Marcel Winatschek

Astronaut Complex

Here’s what I think I figured out about twenty years ago and have been pretending not to know since: most of what guys do, they do trying to get laid, or married, or noticed by someone they want to get laid or married to. Everything else is just the architecture we build around that core fact.

You know the professions we’re supposed to want, the ones that supposedly make you attractive? Doctor, lawyer, firefighter, cop. They’ve got status. They’ve got uniforms. They’ve got the promise of financial security or heroic virtue or both. And I get it—those are good reasons to want to be those things. Except they’re not really the reasons. The reason is always the same. We think being a doctor will make someone want us. We think rescuing people from a fire will make someone want us. We think having a badge and a gun will make someone want us.

But somewhere in the haze of male fantasy, someone realized there’s one profession that beats all of them. Astronaut. These are guys who don’t just help people or look impressive in uniform. They literally leave the planet. They go to space. They’re not bound by anything down here anymore. And apparently, to the female imagination anyway, that’s the hottest thing a man can possibly be.

You see it in every movie that matters. In Armageddon, the astronaut gets the girl—gets Liv Tyler, no less. In Mass Effect, the astronaut seduces literal aliens. In Toy Story, Buzz Lightyear, who’s basically an astronaut, is the guy every toy wants to be around. The astronaut doesn’t have to prove himself. He’s already beyond all the normal hierarchies. He’s already won.

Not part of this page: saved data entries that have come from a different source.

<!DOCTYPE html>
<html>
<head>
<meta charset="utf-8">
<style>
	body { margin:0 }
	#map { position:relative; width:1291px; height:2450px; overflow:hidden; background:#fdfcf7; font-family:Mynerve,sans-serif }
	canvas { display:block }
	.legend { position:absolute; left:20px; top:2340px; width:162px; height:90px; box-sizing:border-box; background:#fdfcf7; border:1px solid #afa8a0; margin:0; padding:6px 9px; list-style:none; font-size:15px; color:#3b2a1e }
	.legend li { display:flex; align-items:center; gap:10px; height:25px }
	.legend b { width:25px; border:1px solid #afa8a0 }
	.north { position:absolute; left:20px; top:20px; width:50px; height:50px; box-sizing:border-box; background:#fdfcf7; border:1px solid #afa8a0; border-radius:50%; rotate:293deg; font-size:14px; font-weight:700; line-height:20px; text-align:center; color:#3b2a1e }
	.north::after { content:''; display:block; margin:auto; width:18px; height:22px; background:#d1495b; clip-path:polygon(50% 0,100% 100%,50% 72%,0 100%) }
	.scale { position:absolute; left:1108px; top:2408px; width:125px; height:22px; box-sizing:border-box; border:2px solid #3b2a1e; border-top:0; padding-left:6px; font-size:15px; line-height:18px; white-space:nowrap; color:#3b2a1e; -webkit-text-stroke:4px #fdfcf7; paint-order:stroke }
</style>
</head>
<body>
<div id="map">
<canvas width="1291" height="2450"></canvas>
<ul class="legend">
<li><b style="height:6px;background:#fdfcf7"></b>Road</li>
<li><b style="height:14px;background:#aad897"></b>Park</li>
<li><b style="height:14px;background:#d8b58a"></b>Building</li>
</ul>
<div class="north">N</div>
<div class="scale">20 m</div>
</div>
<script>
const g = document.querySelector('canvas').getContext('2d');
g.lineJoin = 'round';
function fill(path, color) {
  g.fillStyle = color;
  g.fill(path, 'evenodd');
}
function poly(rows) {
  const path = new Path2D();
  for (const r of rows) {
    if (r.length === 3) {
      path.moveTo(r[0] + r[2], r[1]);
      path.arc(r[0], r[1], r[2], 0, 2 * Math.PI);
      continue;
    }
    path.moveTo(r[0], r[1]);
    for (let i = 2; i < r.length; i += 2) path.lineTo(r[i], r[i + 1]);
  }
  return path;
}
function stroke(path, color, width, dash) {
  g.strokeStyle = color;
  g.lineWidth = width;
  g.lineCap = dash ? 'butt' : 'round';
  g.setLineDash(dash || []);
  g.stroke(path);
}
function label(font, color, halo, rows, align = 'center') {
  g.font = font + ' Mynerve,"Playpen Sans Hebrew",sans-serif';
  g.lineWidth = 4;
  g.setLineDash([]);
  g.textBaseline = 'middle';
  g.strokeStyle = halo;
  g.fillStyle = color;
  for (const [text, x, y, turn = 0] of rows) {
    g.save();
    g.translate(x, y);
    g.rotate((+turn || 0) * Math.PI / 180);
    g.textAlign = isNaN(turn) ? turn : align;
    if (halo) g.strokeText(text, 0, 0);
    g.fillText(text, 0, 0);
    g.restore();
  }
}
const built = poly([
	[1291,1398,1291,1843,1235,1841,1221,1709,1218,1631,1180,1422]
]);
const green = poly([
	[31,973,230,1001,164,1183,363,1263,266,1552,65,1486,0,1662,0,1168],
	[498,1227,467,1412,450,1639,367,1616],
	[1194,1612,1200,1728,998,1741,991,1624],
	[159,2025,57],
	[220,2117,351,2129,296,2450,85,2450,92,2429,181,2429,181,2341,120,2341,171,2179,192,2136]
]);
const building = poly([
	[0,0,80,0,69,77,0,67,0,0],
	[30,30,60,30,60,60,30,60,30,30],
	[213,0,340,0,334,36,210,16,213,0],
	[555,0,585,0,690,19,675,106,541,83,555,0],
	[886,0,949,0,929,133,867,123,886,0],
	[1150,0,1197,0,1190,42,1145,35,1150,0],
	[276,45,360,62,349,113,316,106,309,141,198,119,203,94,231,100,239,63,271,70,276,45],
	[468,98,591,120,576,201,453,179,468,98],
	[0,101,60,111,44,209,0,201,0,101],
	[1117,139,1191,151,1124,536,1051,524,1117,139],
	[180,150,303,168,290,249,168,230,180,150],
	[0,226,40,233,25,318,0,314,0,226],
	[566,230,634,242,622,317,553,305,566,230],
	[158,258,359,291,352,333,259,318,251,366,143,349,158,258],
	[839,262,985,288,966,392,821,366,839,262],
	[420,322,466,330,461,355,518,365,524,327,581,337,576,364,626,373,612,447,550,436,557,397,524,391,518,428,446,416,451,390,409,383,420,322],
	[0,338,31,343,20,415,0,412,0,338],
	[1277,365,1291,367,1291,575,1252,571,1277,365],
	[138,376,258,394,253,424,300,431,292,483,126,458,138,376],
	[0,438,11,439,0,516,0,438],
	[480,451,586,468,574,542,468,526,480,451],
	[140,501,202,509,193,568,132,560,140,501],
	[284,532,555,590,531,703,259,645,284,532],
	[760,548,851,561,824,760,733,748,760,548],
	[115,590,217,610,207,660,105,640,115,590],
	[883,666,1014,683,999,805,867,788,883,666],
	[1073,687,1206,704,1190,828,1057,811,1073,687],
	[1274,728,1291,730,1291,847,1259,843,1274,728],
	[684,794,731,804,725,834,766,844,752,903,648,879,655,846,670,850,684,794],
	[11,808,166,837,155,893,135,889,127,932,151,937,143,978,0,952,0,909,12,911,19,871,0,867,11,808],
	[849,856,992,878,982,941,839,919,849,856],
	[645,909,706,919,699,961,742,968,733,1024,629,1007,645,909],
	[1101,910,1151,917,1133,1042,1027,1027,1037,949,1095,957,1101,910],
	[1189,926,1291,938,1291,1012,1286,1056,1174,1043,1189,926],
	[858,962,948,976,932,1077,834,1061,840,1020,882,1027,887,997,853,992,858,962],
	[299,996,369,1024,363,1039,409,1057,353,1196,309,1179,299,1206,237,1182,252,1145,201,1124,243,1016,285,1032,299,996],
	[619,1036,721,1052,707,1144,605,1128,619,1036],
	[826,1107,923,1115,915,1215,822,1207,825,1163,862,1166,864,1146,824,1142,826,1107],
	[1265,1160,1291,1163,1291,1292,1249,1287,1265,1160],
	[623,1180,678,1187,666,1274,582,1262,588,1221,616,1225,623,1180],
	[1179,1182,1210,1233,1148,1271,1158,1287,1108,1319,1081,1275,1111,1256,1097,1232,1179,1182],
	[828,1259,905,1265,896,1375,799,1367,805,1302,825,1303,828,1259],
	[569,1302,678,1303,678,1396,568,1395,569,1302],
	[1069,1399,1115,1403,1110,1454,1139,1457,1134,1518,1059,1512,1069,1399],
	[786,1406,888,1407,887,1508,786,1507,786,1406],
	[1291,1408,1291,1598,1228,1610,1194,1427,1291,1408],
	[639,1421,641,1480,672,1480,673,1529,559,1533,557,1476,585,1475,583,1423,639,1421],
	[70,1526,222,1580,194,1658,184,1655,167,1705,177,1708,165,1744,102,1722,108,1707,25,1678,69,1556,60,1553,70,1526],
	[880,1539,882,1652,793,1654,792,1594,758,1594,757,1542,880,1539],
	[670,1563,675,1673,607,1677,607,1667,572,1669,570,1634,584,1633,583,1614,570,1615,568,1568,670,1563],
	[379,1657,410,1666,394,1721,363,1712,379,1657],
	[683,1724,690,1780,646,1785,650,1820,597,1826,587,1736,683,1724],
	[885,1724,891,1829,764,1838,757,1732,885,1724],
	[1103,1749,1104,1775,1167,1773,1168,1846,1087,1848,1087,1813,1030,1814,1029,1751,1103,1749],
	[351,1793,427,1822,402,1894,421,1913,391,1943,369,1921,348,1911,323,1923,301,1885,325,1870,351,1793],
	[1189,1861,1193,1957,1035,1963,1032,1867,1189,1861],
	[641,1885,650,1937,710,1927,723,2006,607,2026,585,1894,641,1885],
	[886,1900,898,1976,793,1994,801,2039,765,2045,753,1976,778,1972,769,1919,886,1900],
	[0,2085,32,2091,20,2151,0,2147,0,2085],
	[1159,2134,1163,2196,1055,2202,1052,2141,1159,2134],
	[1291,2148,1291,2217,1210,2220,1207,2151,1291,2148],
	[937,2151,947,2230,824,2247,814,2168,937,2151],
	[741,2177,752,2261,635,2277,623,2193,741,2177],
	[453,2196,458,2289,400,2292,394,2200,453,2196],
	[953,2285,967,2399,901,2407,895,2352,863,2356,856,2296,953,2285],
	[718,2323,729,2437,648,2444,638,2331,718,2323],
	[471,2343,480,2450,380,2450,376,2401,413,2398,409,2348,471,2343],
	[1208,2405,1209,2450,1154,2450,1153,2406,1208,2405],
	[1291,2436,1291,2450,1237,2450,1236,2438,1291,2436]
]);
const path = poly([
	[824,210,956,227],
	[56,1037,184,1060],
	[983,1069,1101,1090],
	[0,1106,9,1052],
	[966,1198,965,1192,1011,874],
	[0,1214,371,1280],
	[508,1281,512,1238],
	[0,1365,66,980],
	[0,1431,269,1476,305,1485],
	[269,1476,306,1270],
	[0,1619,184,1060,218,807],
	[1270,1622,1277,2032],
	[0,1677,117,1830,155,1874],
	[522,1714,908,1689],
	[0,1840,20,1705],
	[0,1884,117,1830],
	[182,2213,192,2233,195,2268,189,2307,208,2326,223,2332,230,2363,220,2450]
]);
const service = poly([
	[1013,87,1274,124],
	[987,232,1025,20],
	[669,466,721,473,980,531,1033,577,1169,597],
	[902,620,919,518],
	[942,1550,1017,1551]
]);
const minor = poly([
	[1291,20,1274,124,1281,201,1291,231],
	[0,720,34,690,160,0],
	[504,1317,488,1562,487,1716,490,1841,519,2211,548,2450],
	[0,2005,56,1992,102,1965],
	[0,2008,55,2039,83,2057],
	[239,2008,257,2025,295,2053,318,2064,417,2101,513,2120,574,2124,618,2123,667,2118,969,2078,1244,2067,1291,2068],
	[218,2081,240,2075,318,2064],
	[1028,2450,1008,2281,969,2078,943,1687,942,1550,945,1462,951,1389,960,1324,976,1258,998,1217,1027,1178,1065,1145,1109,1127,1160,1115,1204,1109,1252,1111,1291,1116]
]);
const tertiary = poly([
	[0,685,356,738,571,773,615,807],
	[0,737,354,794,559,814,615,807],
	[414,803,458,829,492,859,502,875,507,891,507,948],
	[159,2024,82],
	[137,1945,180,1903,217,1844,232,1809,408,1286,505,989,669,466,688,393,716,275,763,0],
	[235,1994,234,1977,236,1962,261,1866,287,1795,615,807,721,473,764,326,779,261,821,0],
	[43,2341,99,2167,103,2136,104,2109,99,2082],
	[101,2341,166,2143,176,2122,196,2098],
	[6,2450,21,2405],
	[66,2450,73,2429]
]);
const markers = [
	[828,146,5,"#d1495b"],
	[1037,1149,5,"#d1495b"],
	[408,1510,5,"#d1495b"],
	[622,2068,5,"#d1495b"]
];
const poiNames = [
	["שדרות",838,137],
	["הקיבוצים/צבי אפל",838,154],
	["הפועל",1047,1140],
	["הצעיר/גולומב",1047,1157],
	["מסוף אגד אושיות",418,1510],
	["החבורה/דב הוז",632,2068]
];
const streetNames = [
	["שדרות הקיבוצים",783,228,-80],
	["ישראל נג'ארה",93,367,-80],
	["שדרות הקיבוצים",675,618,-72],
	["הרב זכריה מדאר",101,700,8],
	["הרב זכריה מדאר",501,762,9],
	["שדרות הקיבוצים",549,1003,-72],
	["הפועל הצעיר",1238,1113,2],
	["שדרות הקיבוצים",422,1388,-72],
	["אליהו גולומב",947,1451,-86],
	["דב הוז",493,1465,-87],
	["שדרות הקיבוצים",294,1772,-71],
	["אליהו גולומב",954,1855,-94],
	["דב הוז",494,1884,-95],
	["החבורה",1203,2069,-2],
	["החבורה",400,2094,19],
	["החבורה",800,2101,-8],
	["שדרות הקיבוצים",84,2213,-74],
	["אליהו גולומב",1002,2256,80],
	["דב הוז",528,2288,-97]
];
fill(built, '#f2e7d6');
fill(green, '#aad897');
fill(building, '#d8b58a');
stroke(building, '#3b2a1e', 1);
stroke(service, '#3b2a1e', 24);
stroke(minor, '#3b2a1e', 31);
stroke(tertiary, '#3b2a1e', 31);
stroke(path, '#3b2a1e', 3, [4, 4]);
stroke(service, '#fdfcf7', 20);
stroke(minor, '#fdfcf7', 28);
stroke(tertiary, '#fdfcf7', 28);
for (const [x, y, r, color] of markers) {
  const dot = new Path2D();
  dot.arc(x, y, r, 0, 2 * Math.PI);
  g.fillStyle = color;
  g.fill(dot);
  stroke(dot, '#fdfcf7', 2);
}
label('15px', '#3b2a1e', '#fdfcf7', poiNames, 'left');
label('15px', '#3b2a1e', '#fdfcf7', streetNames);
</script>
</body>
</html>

So that’s what we’re actually chasing, I think. Not the job itself, but what the job represents—transcendence, otherness, the confidence that comes from having already been somewhere no one else has. The astronaut is the fantasy because he’s the one who doesn’t care what anyone down here thinks. He’s already been somewhere better.

Which is funny because most of us will never be astronauts. Most of us will stay on the ground—designers, writers, teachers, insurance adjusters, whatever. And we’ll spend our whole lives trying to become the thing we think will make us attractive, knowing the whole time that we’re lying to ourselves. That’s the joke. That’s the trap. That’s being a guy.